鳴かぬなら 信長転生記
「さあ、行くよ!」
踵を踏み潰したローファーをつっかけると、さっさと昇降口を出ていく孫市。
ちゃんと履いた分、遅れたが、校門を出る時には横に並んだ。
「元康も来れば良かったのにね」
「慎重だからね、元康は」
「慎重?」
「…………」
しまったかな。オウム返しに言ったまでだが、ニュアンスが『臆病?』になってしまった。
仮にも戦国の英雄たちが転生してきているんだ、いわば民族の英雄。それを臆病はまずかったか。
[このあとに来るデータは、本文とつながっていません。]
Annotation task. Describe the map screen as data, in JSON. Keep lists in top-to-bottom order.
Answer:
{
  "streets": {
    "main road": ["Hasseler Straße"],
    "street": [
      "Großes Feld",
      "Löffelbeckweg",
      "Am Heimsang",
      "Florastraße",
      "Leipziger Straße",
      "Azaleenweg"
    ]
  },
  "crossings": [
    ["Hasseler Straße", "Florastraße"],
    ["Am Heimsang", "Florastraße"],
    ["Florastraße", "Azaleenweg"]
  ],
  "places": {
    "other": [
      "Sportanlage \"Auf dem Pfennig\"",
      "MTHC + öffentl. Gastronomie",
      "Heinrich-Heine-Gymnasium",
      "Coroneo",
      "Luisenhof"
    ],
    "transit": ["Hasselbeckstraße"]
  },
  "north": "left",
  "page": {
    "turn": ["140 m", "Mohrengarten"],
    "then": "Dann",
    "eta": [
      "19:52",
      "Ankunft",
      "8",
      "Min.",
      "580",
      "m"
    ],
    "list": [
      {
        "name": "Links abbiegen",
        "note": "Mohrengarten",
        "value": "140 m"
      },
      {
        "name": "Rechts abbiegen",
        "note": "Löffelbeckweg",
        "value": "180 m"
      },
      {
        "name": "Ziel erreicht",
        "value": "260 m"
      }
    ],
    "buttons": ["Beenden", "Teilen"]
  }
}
「いや、慎重なのよ『鳴かぬなら 鳴くまで待とう時鳥』だからね。こっちに転生するときも『いきなり家康で転生しては驕りが出る。竹千代からやり直す』って言ったんだけどね、学院は高校だから、小学生は入学できませんと言われて元康から始めてるのよ」
「そうか、真面目なのね」
「ふふ、あれで抜け目も無い。だって、うちの生徒会長は今川義元で、元康ってのは義元が付けた諱(いみな)だしね」
「媚びたのか?」
「ふふ、棘があるわよ」
「あ、ごめん。男には、つい厳しくなってしまう」
「おかげで、苦労もしている。まあ、大目に見てやって」
「うん、すまない」
「もう、そんなに硬くならないでよ。あたしは100%楽しいんだからさ、大っぴらに学園に行けて!」
「フフ、そうだったね」
学院と学園は行き来が禁じられているわけではないが、さすがに授業中に足を踏み入れるのは憚られる。授業中に行ったからといって、どうということもないと思うのだが、他の学園生はやったことが無いという特別感が嬉しいのだろう。こういう子どもっぽさは好ましい。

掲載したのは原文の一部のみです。